Why is it so much easier to let go of people we chose to let go of, but find it so much harder to let go of people who chose to leave our lives? Could it be something to do with the fact, that when we make that decision, we are in control, but that control is taken from us by another when they go, and there is little we can do about it?
Let’s break things down a little and look at the reasons first why we need to let go of people and secondly why people chose to leave our life in the first place.
1.Because it is not always about us.
Sometimes it is about them, when they walk out, and what they need to get from life and for their personal happiness and wellbeing. We are not center of the universe for anyone’s life except our own!
We all want different things in our lives no matter how compatible we may be, or how well we get on. When someone recognizes a strong need or desire that grows, or doesn’t fade, and they feel they cannot fulfill that passion or desire they have, while being with you, then they must ultimately leave or live resenting you.
Is that what you really want for you or for them? Do you now see why you need to let go of people who chose to leave your life?

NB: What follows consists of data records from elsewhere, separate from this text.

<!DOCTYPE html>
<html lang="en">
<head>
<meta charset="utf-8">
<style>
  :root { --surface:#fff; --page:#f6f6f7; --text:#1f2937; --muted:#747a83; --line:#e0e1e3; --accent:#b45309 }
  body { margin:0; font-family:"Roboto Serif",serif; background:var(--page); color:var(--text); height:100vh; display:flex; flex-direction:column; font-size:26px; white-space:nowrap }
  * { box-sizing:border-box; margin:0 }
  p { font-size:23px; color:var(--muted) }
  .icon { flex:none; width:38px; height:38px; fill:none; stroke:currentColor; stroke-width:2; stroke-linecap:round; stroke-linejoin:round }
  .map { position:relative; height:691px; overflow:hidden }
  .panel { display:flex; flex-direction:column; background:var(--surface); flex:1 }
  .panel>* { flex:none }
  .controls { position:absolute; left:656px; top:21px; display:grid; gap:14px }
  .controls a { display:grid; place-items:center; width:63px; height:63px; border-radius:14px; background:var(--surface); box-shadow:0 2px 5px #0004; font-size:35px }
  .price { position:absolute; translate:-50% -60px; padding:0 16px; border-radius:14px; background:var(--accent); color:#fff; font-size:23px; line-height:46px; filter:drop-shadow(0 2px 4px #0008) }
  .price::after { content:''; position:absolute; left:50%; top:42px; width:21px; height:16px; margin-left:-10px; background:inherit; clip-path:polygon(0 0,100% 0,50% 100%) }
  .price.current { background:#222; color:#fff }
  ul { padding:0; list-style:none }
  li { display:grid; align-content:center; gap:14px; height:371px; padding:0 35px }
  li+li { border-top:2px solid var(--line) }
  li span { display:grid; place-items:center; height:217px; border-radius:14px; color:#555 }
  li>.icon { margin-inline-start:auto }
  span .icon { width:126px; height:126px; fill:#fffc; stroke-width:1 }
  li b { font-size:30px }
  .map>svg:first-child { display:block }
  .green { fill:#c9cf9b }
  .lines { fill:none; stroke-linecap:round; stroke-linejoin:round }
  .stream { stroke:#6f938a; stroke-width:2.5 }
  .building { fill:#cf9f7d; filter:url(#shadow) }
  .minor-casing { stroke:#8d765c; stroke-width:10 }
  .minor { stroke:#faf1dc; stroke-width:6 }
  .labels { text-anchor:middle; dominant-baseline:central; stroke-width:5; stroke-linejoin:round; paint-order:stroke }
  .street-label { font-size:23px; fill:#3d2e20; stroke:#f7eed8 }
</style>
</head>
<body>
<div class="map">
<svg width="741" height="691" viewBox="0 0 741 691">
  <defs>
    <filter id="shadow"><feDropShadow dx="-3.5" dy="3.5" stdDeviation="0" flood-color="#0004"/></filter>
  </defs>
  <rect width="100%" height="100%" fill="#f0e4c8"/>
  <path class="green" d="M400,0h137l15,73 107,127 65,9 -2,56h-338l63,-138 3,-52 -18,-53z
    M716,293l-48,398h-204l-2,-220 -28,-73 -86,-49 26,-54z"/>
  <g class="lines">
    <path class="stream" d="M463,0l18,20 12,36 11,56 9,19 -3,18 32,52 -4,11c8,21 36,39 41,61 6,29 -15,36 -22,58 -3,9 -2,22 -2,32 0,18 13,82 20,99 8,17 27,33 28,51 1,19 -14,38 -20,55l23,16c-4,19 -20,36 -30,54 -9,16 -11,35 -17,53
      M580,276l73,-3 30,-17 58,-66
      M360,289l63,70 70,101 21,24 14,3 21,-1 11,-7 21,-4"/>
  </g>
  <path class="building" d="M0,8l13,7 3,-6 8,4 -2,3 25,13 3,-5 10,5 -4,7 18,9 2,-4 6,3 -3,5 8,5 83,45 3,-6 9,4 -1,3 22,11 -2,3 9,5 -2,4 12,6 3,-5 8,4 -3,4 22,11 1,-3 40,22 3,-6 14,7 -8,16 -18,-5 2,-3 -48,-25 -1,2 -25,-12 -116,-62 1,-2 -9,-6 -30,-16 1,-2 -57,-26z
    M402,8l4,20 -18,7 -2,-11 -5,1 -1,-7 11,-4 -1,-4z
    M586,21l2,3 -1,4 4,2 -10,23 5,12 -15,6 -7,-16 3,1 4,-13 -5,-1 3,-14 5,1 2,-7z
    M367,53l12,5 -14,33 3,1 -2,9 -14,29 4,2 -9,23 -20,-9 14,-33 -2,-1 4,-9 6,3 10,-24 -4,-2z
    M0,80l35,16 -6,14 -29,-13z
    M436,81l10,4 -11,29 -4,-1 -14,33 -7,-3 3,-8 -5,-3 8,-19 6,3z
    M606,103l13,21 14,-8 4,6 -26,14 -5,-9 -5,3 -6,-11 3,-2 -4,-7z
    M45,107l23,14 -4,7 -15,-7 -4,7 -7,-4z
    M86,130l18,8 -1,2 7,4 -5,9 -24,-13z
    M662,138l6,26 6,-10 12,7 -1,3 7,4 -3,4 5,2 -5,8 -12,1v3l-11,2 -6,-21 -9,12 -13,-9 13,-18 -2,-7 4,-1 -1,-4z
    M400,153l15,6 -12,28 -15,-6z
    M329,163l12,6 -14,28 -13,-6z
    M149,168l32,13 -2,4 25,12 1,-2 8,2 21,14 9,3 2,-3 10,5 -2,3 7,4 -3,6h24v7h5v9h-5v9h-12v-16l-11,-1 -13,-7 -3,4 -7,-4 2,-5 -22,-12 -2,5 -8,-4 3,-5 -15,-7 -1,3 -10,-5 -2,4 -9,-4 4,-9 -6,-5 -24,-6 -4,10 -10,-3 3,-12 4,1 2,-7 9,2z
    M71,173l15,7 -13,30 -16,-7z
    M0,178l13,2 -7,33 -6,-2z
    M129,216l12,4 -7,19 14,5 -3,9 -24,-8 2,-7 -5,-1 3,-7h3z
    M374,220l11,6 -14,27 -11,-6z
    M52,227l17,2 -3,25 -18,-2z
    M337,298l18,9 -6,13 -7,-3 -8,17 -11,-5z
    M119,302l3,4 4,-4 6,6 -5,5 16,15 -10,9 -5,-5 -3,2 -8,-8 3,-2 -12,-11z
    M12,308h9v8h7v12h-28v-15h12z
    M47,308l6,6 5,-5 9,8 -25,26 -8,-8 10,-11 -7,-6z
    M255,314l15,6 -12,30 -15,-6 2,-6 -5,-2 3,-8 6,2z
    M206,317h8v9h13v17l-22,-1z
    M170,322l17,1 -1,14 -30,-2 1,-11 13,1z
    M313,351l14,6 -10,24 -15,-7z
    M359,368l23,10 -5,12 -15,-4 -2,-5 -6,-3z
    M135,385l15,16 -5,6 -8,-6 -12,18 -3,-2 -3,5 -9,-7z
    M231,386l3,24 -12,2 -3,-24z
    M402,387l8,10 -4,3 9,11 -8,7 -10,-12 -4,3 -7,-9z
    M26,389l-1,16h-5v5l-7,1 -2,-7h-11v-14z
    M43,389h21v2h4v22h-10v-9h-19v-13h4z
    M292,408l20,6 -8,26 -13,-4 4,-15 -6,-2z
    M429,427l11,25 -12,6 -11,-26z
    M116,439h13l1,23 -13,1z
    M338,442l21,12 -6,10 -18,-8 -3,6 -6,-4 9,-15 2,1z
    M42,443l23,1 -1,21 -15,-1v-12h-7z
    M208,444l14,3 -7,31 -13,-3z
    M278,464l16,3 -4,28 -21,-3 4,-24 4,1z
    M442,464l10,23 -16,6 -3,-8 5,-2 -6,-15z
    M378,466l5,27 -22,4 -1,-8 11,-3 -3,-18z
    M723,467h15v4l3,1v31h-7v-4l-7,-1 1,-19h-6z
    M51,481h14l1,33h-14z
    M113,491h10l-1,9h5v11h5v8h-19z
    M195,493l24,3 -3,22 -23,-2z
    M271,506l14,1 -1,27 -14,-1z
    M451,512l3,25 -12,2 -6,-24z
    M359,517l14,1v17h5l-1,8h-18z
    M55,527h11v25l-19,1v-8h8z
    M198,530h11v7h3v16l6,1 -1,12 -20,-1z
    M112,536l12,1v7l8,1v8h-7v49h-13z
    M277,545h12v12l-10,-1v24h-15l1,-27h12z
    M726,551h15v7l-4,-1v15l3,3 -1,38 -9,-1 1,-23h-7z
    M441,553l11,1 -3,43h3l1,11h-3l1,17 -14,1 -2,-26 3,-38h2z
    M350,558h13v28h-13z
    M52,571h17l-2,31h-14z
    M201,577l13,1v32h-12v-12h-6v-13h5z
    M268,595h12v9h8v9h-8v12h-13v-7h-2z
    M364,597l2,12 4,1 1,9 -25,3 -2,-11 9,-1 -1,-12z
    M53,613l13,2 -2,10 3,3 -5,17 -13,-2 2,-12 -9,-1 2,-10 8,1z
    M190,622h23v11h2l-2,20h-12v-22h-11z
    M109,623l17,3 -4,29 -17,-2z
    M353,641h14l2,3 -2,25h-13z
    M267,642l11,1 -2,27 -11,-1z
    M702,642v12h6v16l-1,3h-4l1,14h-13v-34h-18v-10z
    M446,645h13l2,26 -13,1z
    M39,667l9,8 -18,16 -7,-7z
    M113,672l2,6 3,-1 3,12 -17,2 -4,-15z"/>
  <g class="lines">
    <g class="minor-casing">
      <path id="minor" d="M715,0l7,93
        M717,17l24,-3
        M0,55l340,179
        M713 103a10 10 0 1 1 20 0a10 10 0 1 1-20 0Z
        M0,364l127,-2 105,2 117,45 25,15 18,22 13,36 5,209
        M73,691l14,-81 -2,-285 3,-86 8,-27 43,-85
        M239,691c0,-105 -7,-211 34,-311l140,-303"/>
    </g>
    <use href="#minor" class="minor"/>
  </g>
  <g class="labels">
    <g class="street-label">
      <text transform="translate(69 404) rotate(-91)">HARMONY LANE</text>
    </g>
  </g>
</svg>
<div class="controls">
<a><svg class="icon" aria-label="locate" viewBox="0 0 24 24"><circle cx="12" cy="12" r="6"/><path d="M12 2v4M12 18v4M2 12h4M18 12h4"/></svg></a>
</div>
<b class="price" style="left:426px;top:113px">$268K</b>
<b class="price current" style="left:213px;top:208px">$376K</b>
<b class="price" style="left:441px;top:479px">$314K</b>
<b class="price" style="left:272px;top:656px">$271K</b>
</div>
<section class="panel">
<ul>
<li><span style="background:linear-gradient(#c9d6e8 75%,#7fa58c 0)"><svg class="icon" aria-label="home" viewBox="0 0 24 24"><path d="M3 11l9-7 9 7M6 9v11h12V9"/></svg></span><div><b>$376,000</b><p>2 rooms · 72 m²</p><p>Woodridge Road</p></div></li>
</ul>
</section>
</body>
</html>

Sometimes it may be a new career, a place they have always wanted to live, something they want to do, but to do it alone and not have to commit to a time frame or to being with a person. This really is about them and not you, so let them go, so they can be fulfilled. Go find something that will fire you up and inspire you in the same way.
2.Because some relationships are toxic.
Can I put it any more simply than that? It will either be detrimental for one person (you) even if you were prepared to hang in there, keep hoping that things would change, or was it detrimental for the other person and they realized that and left.
Or was your relationship detrimental for both parties? Where any part of a relationship is toxic, it is not a good place to be for either person. Being with a manipulative, controlling, jealous or abusive partner are examples of a toxic relationship. Don’t expect them to change and stop making excuses for them. It doesn’t change a thing. Let them go.
On the other hand, if you were accused of being the toxic component of your relationship, then again just let them go, and use that time wisely to reflect on why you may need help, to resolve any issues you are going through.